◆ RECORDED INFORMATION ◆
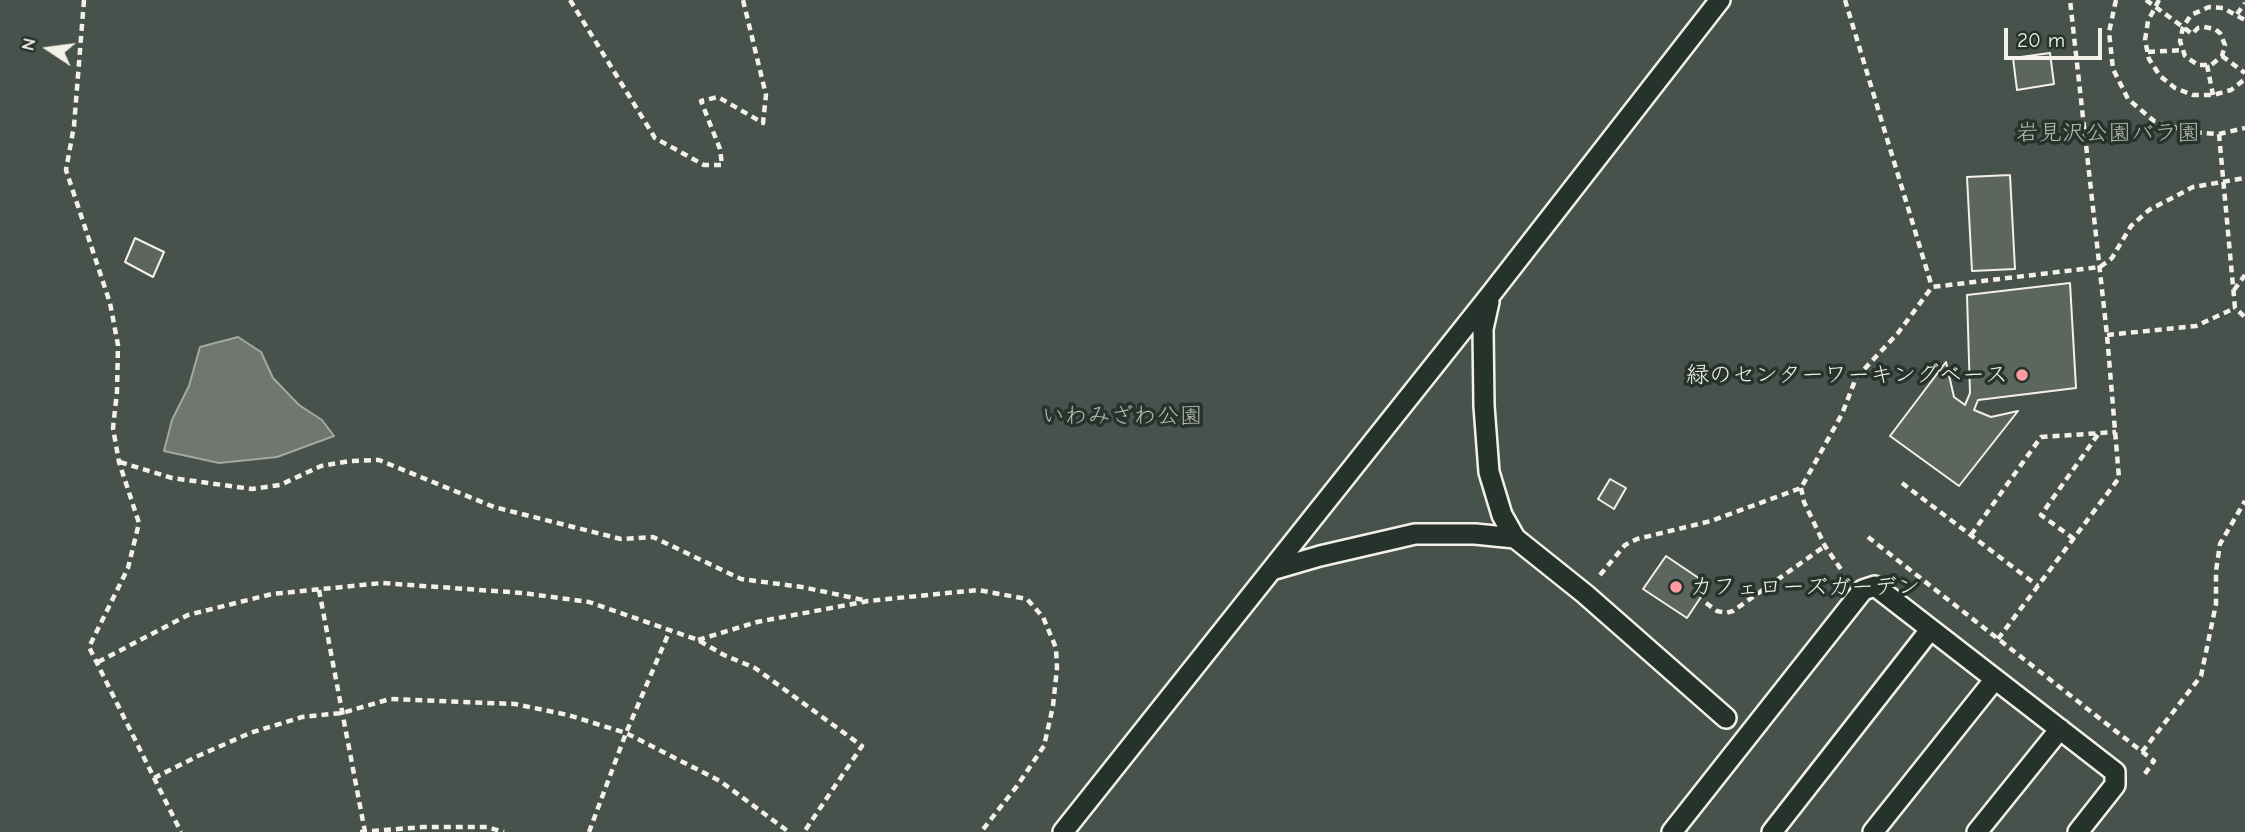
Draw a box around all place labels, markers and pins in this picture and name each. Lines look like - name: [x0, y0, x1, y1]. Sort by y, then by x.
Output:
- place label: 緑のセンターワーキングベース: [1686, 361, 2008, 389]
- marker: 緑のセンターワーキングベース: [2014, 367, 2030, 383]
- place label: カフェローズガーデン: [1690, 573, 1920, 601]
- marker: カフェローズガーデン: [1668, 579, 1684, 595]

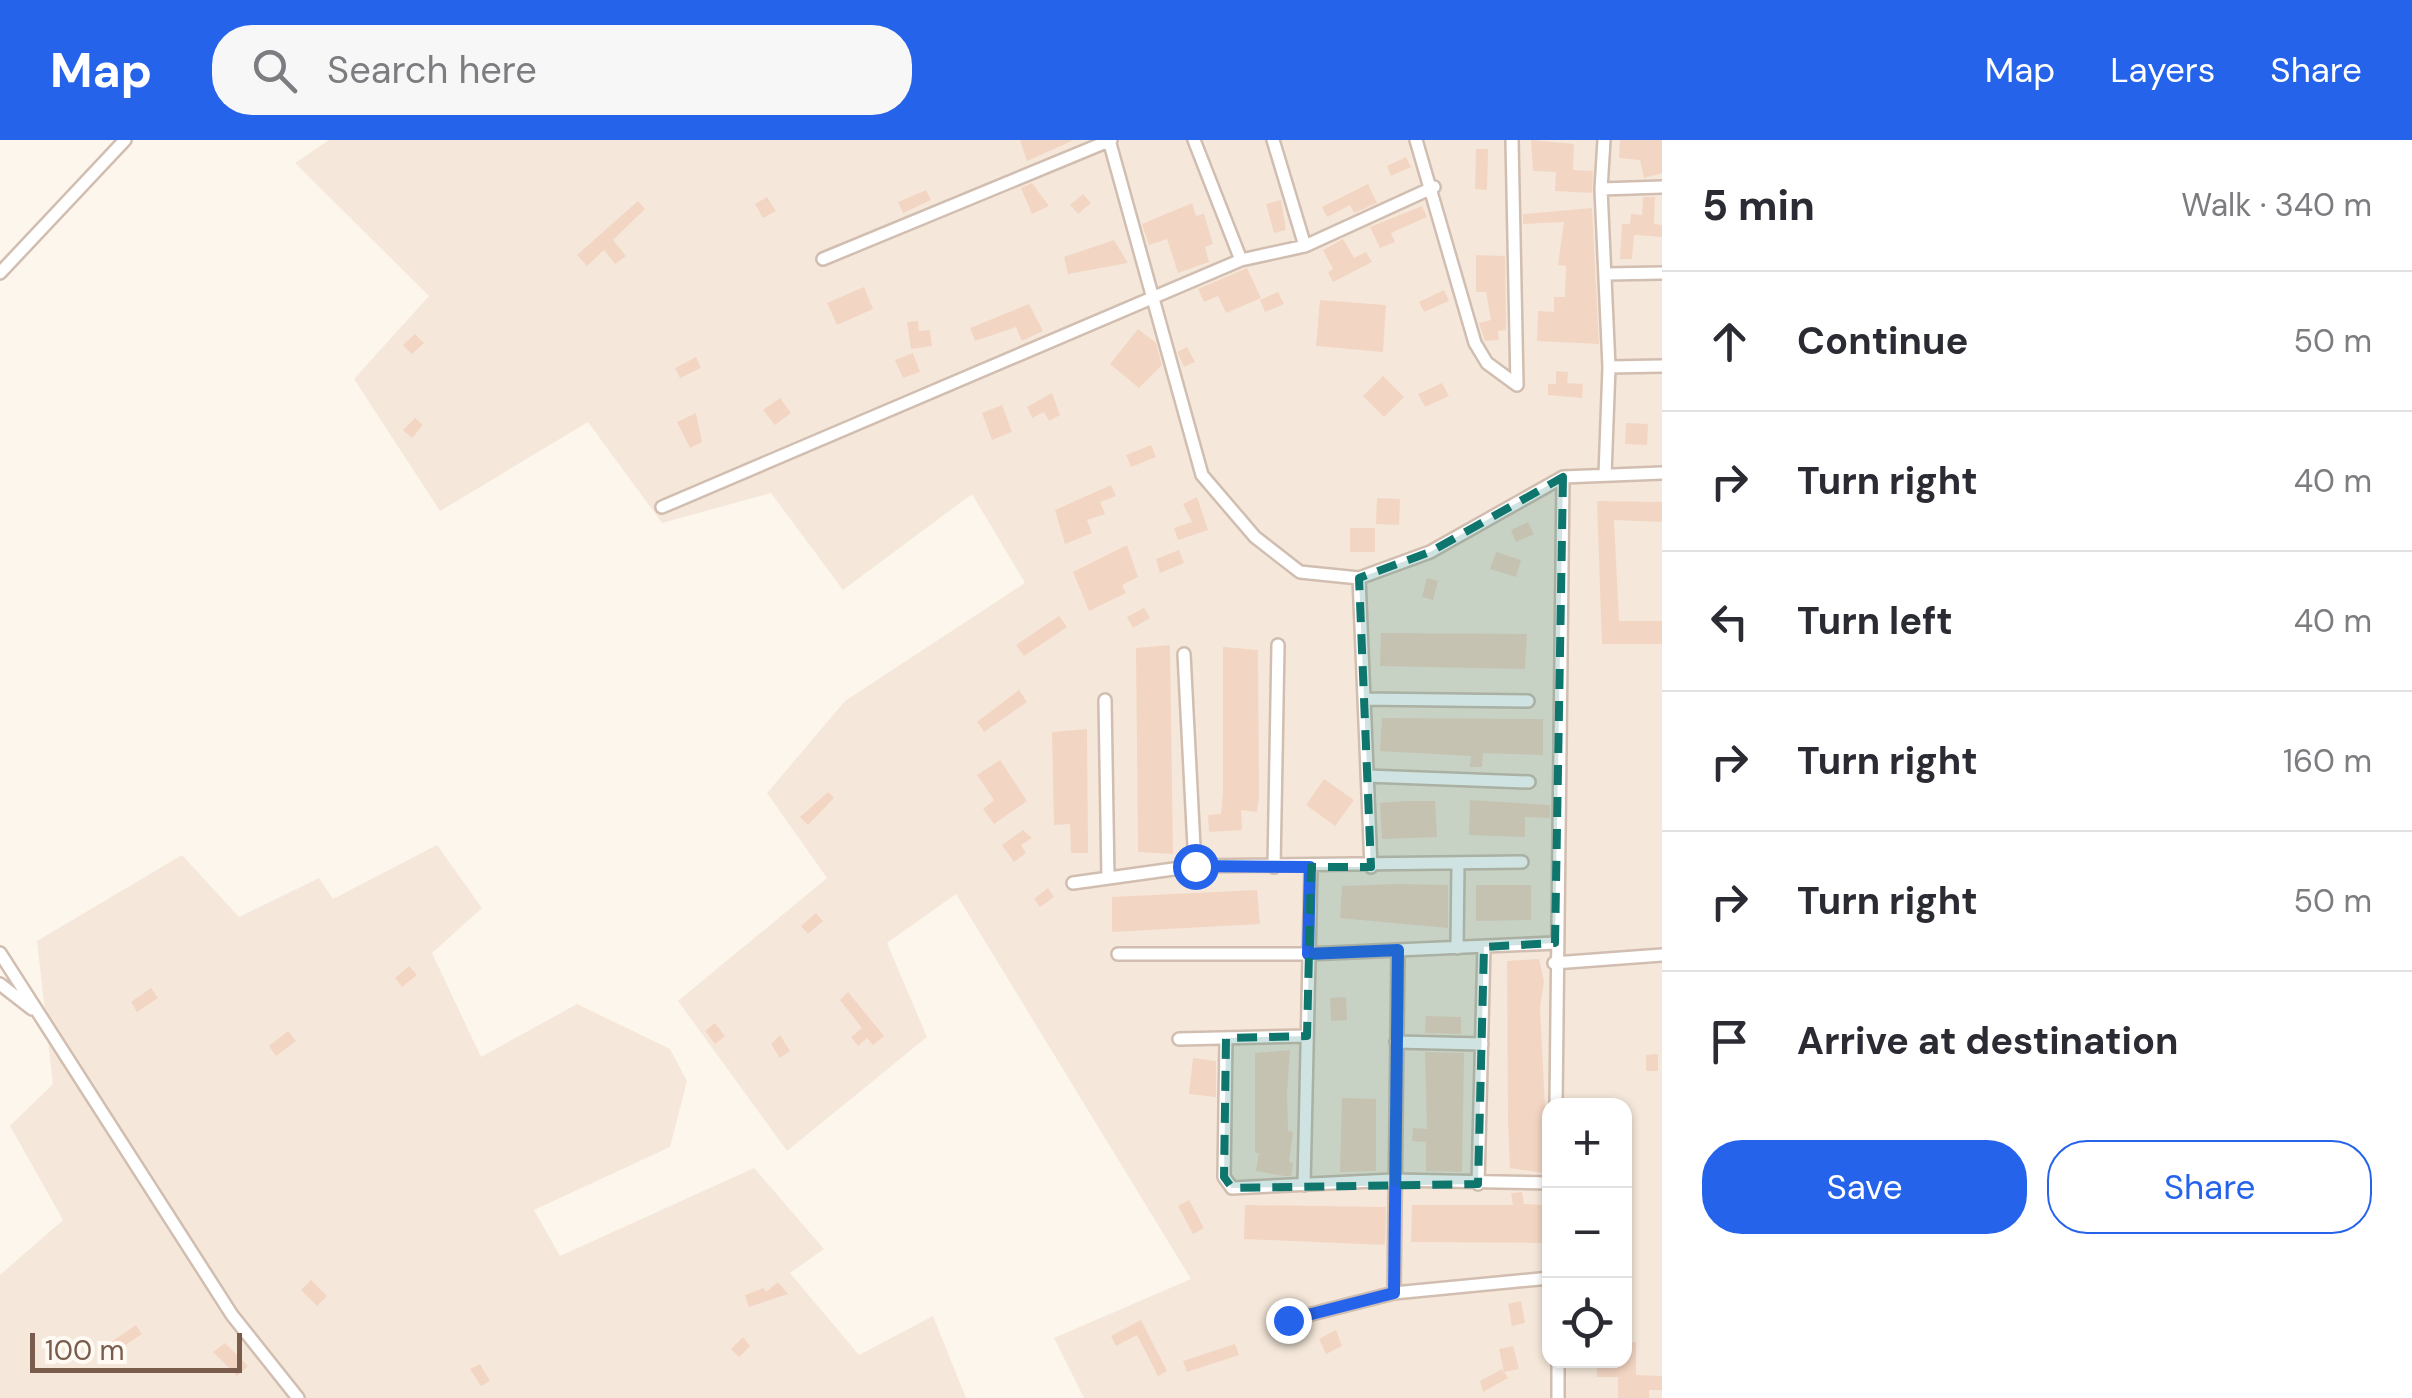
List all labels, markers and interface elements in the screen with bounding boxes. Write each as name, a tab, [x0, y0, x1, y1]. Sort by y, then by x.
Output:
search box	[212, 25, 912, 115]
text: Map	[50, 39, 152, 102]
icon: search	[247, 43, 302, 98]
text: Search here	[327, 45, 537, 95]
text: Map	[1985, 47, 2055, 93]
text: Layers	[2110, 47, 2215, 93]
text: Share	[2270, 47, 2362, 93]
text: 5 min	[1702, 178, 1815, 233]
text: Walk · 340 m	[2181, 184, 2372, 226]
icon: ahead	[1702, 314, 1757, 369]
text: Continue	[1797, 316, 1968, 366]
text: 50 m	[2294, 320, 2372, 362]
icon: right	[1702, 454, 1757, 509]
text: Turn right	[1797, 456, 1978, 506]
text: 40 m	[2294, 460, 2372, 502]
icon: left	[1702, 594, 1757, 649]
text: Turn left	[1797, 596, 1953, 646]
text: 40 m	[2294, 600, 2372, 642]
icon: right	[1702, 734, 1757, 789]
text: Turn right	[1797, 736, 1978, 786]
text: 160 m	[2283, 740, 2372, 782]
route start	[1173, 844, 1219, 890]
icon: right	[1702, 874, 1757, 929]
text: Turn right	[1797, 876, 1978, 926]
text: 50 m	[2294, 880, 2372, 922]
icon: arrive	[1702, 1014, 1757, 1069]
text: Arrive at destination	[1797, 1016, 2179, 1066]
map controls	[1542, 1098, 1632, 1368]
button: +	[1542, 1098, 1632, 1188]
button: Save	[1702, 1140, 2027, 1234]
button: Share	[2047, 1140, 2372, 1234]
button: −	[1542, 1188, 1632, 1278]
button: locate	[1542, 1278, 1632, 1368]
route end	[1266, 1298, 1312, 1344]
scale bar	[30, 1328, 242, 1372]
text: 100 m	[45, 1332, 124, 1369]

◆ WORK INSTRUCTIONS ◆
Go line by line through the listing and count every line that includes the word "each". Only the total is needed.

◆ COMPLETED TASK ◆
2